I can remember one time, the only thing in the house to eat was mustard. My sister and I put so much mustard on biscuits that we got sick. And we can’t stand mustard till today.
There was only one family around that ate good. Mr. Barr worked at the ice plant. Whenever Mrs. Barr could, she’d feed the kids. But she couldn’t feed ‘em
all
. They had a big tree that had fruit on it. She’d let us pick those. Sometimes we’d pick and eat ’em until we were sick.
Her two daughters got to go to Norman for their college. When they’d talk about all the good things they had at the college, she’d kind of hush’em up because there was always poor kids that didn’t have anything to eat. I remember she always felt bad because people in the neighborhood were hungry. But there was a feeling of together….
When they had food to give to people, you’d get a notice and you’d go down. So Daddy went down that day and he took my sister and me. They were giving away potatoes and things like that. But they had a truck of oranges parked in the alley. Somebody asked them who the oranges were for, and they wouldn’t tell ’em. So they said, well, we’re gonna take those oranges. And they did. My dad was one of the ones that got up on the truck. They called the police, and the police chased us all away. But we got the oranges.
It’s different today. People are made to feel ashamed now if they don’t have anything. Back then, I’m not sure how the rich felt. I think the rich were as contemptuous of the poor then as they are now. But among the people that I knew, we all had an understanding that it wasn’t our fault. It was something that had happened to the machinery. Most people blamed Hoover, and they cussed him up one side and down the other—it was all his fault. I’m not saying he’s blameless, but I’m not saying either it was all his fault. Our system doesn’t run by just one man, and it doesn’t fall by just one man, either.
You don’t recall at any time feeling a sense of shame?
I remember it was fun. It was fun going to the soup line. ’Cause we all went down the road, and we laughed and we played. The only thing we felt is that we were hungry and we were going to get food. Nobody made us feel ashamed. There just wasn’t any of that.
Today you’re made to feel that it’s your own fault. If you’re poor, it’s only because you’re lazy and you’re ignorant, and you don’t try to help yourself. You’re made to feel that if you get a check from Welfare that the bank at Fort Knox is gonna go broke.
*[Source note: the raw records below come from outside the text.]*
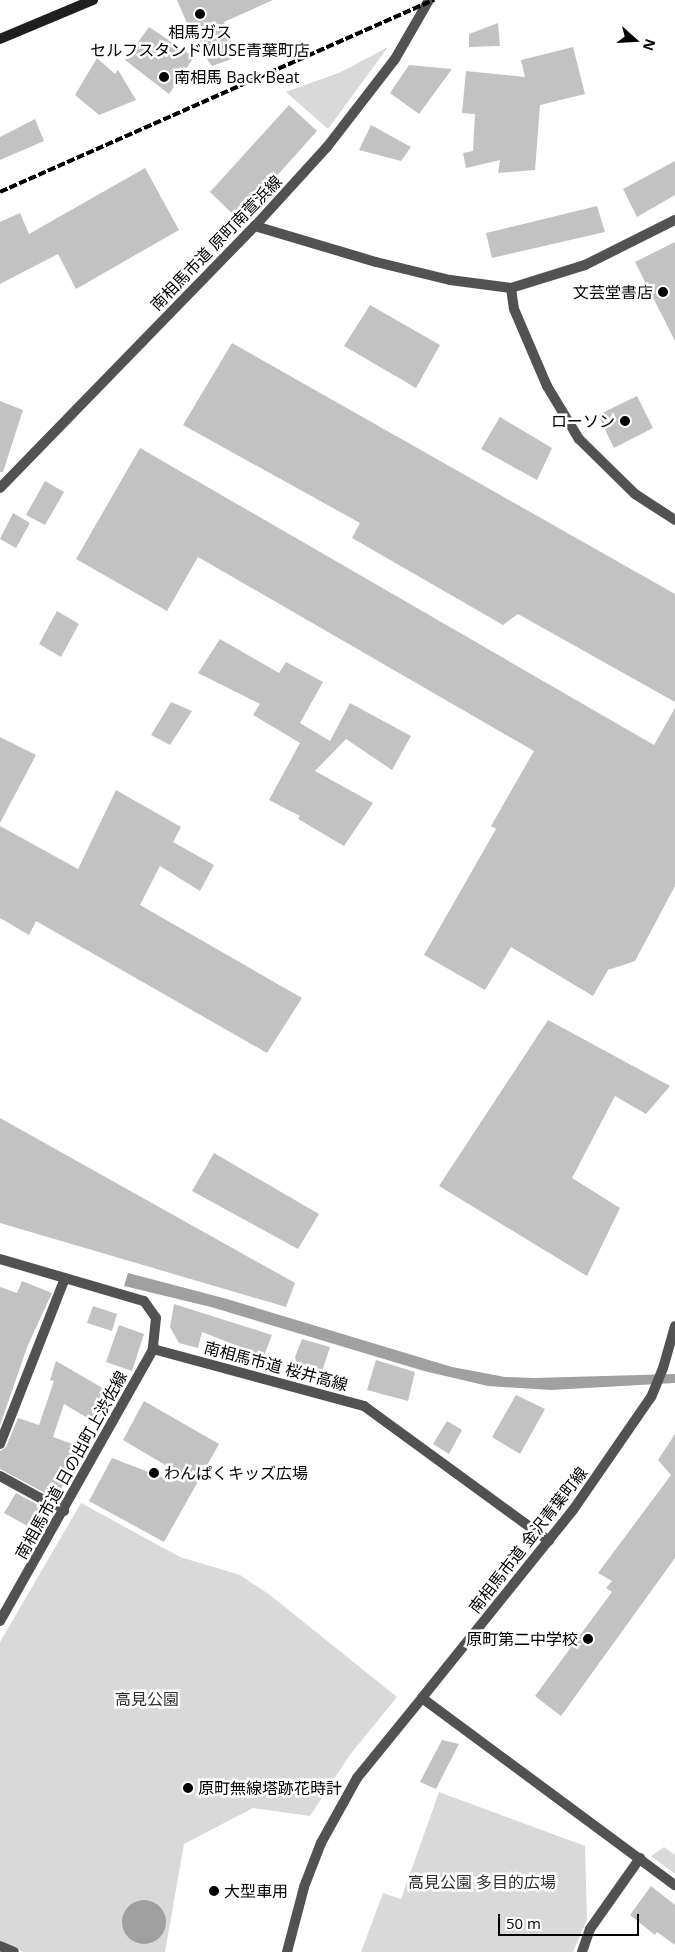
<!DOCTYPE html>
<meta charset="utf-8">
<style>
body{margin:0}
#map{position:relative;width:675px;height:1952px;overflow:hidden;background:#fff;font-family:"Open Sans","Noto Sans JP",sans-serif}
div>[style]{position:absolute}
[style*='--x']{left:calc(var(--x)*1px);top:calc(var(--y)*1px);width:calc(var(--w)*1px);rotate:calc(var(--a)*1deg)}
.green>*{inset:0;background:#d9d9d9}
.water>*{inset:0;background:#a0a0a0}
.round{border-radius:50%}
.building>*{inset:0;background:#c2c2c2}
.minor>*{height:10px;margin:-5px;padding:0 5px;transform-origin:5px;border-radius:5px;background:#525252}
.tertiary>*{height:10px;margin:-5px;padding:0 5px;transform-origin:5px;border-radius:5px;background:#525252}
.secondary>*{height:10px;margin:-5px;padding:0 5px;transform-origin:5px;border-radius:5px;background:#1f1f1f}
.rail>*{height:4px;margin-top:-2px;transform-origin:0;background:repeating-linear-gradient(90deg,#000 0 8px,transparent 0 10.5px)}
.dots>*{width:14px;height:14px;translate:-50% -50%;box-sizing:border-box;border:2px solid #fff;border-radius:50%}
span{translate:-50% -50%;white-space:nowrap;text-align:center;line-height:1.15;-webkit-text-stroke:5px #fff;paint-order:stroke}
.poi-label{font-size:16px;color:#000}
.left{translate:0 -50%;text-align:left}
.right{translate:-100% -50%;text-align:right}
.street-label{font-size:16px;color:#000}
.park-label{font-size:16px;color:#303030}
.north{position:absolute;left:610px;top:15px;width:50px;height:50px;-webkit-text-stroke:4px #fff;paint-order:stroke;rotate:109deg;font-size:14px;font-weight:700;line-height:20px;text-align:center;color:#000}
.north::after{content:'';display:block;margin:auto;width:18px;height:22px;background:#000;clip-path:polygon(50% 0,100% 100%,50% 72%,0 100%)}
.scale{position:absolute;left:498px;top:1914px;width:141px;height:22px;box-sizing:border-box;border:2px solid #000;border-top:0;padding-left:6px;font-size:15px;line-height:18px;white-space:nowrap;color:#000;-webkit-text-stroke:4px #fff;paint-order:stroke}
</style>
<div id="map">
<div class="green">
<div style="clip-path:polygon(388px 47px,328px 129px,286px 92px,341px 72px)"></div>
<div style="clip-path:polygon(81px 1503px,180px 1557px,240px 1575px,270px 1595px,397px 1697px,349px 1756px,310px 1816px,253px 1808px,184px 1844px,165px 1952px,23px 1952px,0 1941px,0 1642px)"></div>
<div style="clip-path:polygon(439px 1792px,585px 1846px,587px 1920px,573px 1952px,361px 1952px,383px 1893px,401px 1899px)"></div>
<div style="clip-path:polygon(664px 1847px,675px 1855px,675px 1874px,651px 1856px)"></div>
</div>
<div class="water">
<div style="clip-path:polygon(128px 1273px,227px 1299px,452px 1367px,505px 1377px,534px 1378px,675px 1374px,675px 1383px,551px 1390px,488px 1386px,424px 1371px,211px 1307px,124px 1286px)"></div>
<div class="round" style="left:122px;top:1900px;width:44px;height:44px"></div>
</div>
<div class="building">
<div style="clip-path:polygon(177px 0,273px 0,224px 22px,237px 57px,212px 66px,195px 42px)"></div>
<div style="clip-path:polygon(498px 23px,500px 46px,469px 47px,469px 34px)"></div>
<div style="clip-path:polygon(149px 27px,194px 57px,169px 94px,125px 60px)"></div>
<div style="clip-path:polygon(573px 47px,585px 94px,540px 105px,535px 170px,498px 173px,500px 160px,466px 168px,463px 153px,473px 151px,475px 114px,462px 113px,466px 71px,525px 77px,521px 60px)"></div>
<div style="clip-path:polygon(97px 58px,115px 74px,118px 70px,136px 100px,99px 115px,75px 95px)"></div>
<div style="clip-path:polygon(409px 65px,452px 69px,419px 114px,390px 93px)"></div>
<div style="clip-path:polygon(289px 105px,317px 131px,238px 219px,210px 192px)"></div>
<div style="clip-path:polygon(35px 119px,44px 141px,0 160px,0 137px)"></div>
<div style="clip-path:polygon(371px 125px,411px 147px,401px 161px,359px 150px)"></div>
<div style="clip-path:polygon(675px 161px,675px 195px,637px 217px,623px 189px)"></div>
<div style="clip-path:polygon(145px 168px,179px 230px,76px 289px,58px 254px,0 284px,0 222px,20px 213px,29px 234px)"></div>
<div style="clip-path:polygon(597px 206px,605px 232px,492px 258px,486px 233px)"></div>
<div style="clip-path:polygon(675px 242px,675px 341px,635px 262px)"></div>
<div style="clip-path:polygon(370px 305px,440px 345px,416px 388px,344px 346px)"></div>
<div style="clip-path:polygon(232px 343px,675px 594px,675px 702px,518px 614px,503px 625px,352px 538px,360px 523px,183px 425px)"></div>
<div style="clip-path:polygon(637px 396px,653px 428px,614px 448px,598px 415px)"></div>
<div style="clip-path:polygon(0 401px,23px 410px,3px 472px,0 472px)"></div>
<div style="clip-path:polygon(500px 417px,552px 448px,537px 480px,481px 449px)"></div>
<div style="clip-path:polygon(140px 448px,654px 745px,675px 708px,675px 886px,635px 961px,608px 970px,593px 996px,511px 947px,485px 990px,424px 955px,496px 829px,491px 826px,534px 751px,198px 557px,167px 611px,76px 559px)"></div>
<div style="clip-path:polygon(45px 481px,64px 492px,45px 525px,26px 515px)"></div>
<div style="clip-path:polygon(13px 513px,30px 523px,16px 548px,0 539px)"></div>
<div style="clip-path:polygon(57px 611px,79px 624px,61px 657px,39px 644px)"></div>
<div style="clip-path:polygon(220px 639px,279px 673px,286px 662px,323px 682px,300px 723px,330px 741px,350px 703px,411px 736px,392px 770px,346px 739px,315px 771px,373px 803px,344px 846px,298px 819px,300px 816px,269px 800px,300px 743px,253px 715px,260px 704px,198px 673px)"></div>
<div style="clip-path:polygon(171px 702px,192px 711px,170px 745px,151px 735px)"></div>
<div style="clip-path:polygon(0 737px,36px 755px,0 823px)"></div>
<div style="clip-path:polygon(116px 790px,181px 827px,173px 842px,214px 865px,200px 891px,160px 866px,140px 905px,302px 998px,267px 1053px,36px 921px,29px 935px,0 918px,0 826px,78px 869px)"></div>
<div style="clip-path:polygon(548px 1020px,670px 1086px,646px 1114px,615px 1096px,572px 1178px,620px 1208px,587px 1276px,439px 1186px)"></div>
<div style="clip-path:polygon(0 1118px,295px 1283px,286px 1307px,0 1223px)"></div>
<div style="clip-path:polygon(214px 1153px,319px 1214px,298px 1249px,192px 1191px)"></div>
<div style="clip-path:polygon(22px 1281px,52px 1293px,28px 1345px,0 1425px,0 1287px,17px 1293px)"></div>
<div style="clip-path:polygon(174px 1304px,272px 1335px,262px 1361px,241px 1356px,243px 1348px,202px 1332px,198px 1348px,179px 1343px,170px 1327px)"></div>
<div style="clip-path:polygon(93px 1306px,117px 1314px,112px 1331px,87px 1323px)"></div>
<div style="clip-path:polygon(119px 1325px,144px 1334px,132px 1371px,106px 1362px)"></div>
<div style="clip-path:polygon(302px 1339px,330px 1347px,320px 1378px,299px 1371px,295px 1357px)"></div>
<div style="clip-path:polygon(376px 1360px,415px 1372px,408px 1401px,367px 1390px)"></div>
<div style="clip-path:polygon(56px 1361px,113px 1394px,96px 1423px,64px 1404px,53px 1437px,84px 1448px,73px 1477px,68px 1475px,58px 1500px,0 1469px,0 1451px,6px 1447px,18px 1418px,39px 1425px,54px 1381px,50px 1380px)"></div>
<div style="clip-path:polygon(516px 1395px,545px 1409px,520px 1454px,492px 1437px)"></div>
<div style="clip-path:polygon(144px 1401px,219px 1444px,164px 1542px,89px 1501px,112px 1458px,172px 1481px,177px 1472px,123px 1440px)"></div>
<div style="clip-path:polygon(447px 1421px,462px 1430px,449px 1454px,433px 1444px)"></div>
<div style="clip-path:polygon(675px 1434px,675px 1558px,561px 1716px,535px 1696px,612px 1592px,606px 1588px,612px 1581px,598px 1573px,671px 1475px,658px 1460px)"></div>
<div style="clip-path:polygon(16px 1493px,51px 1512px,40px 1533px,4px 1513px)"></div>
<div style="clip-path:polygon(442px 1740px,459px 1744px,436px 1789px,420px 1782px)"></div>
<div style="clip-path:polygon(651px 1886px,675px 1905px,675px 1945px,657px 1932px,655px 1935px,630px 1915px)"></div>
</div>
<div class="minor">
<div style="--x:0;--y:1259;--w:150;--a:16.3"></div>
<div style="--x:144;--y:1301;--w:21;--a:55"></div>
<div style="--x:156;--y:1318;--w:31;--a:96"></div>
<div style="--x:153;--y:1349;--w:219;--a:15.1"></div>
<div style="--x:364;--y:1406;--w:229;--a:36.1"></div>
<div style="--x:675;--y:1326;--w:44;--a:105.9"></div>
<div style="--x:663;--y:1368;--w:31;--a:112"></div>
<div style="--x:651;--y:1397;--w:137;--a:124.6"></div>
<div style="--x:573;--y:1510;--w:241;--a:128.8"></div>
<div style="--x:422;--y:1698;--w:315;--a:36.5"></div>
<div style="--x:0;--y:1444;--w:178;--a:-68.6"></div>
<div style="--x:0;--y:1476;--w:73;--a:28.7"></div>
<div style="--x:0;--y:1621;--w:312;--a:-60.6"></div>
<div style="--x:321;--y:1843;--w:74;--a:-61"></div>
<div style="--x:357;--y:1778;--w:103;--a:-50.9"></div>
<div style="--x:0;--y:1946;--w:15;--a:23"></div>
<div style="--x:582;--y:1952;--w:24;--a:-71"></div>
<div style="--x:590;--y:1929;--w:87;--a:-54.8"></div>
</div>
<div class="tertiary">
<div style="--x:255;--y:226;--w:126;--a:16.6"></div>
<div style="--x:376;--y:262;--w:76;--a:13.7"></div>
<div style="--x:450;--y:280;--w:62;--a:7.5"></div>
<div style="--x:511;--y:288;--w:77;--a:-17.3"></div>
<div style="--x:585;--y:265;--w:101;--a:-26.6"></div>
<div style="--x:511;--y:288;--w:21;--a:82"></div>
<div style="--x:514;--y:309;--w:84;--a:66.8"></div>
<div style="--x:547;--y:386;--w:62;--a:58.9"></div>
<div style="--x:579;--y:439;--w:78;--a:44.5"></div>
<div style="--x:635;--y:494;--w:48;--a:33"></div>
<div style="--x:0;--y:488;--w:366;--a:-45.8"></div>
<div style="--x:255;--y:226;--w:107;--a:-47.7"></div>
<div style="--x:327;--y:147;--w:111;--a:-52.3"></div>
<div style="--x:395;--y:59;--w:68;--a:-60"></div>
<div style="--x:287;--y:1952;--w:67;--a:-75.3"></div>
<div style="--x:304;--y:1887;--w:47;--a:-68.9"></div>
</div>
<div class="secondary">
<div style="--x:0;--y:39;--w:101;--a:-22.8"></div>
</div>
<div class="rail">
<div style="--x:0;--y:192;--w:475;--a:-23.9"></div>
</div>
<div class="dots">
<div style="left:200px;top:14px;background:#000"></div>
<div style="left:164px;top:77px;background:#000"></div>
<div style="left:663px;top:292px;background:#000"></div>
<div style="left:625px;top:421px;background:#000"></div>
<div style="left:154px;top:1473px;background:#000"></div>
<div style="left:588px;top:1639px;background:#000"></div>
<div style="left:188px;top:1788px;background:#000"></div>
<div style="left:214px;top:1891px;background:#000"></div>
</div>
<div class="poi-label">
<span style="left:200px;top:41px">相馬ガス<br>セルフスタンドMUSE青葉町店</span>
<span class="left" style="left:174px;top:77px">南相馬 Back Beat</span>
<span class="right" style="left:653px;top:292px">文芸堂書店</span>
<span class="right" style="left:615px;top:421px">ローソン</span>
<span class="left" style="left:164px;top:1473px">わんぱくキッズ広場</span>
<span class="right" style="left:578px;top:1639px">原町第二中学校</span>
<span class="left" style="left:198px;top:1788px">原町無線塔跡花時計</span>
<span class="left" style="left:224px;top:1891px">大型車用</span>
</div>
<div class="street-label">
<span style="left:216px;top:243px;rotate:-46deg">南相馬市道 原町南萱浜線</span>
<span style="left:276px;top:1366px;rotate:15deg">南相馬市道 桜井高線</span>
<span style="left:71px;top:1465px;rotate:-61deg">南相馬市道 日の出町上渋佐線</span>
<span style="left:528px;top:1540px;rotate:-52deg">南相馬市道 金沢青葉町線</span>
</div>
<div class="park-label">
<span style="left:147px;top:1699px">高見公園</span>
<span style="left:482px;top:1882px">高見公園 多目的広場</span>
</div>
<div class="north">N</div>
<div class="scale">50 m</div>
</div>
Even after the soup line, there wasn’t anything. The WPA came, and I
married. My husband worked on the WPA. This was back in Paducah, Kentucky. We were just kids. I was fifteen, and he was sixteen. My husband was digging ditches. They were putting in a water main. Parts of the city, even at that late date, 1937, didn’t have city water.
My husband and me just started traveling around, for about three years. It was a very nice time, because when you’re poor and you stay in one spot, trouble just seems to catch up with you. But when you’re moving from town to town, you don’t stay there long enough for trouble to catch up with you. It’s really a good life, if you’re poor and you can manage to move around.
I was pregnant when we first started hitchhiking, and people were really very nice to us. Sometimes they would feed us. I remember one time we slept in a haystack, and the lady of the house came out and found us and she said, “This is really very bad for you because you’re going to have a baby. You need a lot of milk.” So she took us up to the house.
She had a lot of rugs hanging on the clothesline because she was doing her house cleaning. We told her we’d beat the rugs for her giving us the food. She said, no, she didn’t expect that. She just wanted to feed us. We said, no, we couldn’t take it unless we worked for it. And she let us beat her rugs. I think she had a million rugs, and we cleaned them. Then we went in and she had a beautiful table, full of all kind of food and milk. When we left, she filled a gallon bucket full of milk and we took it with us.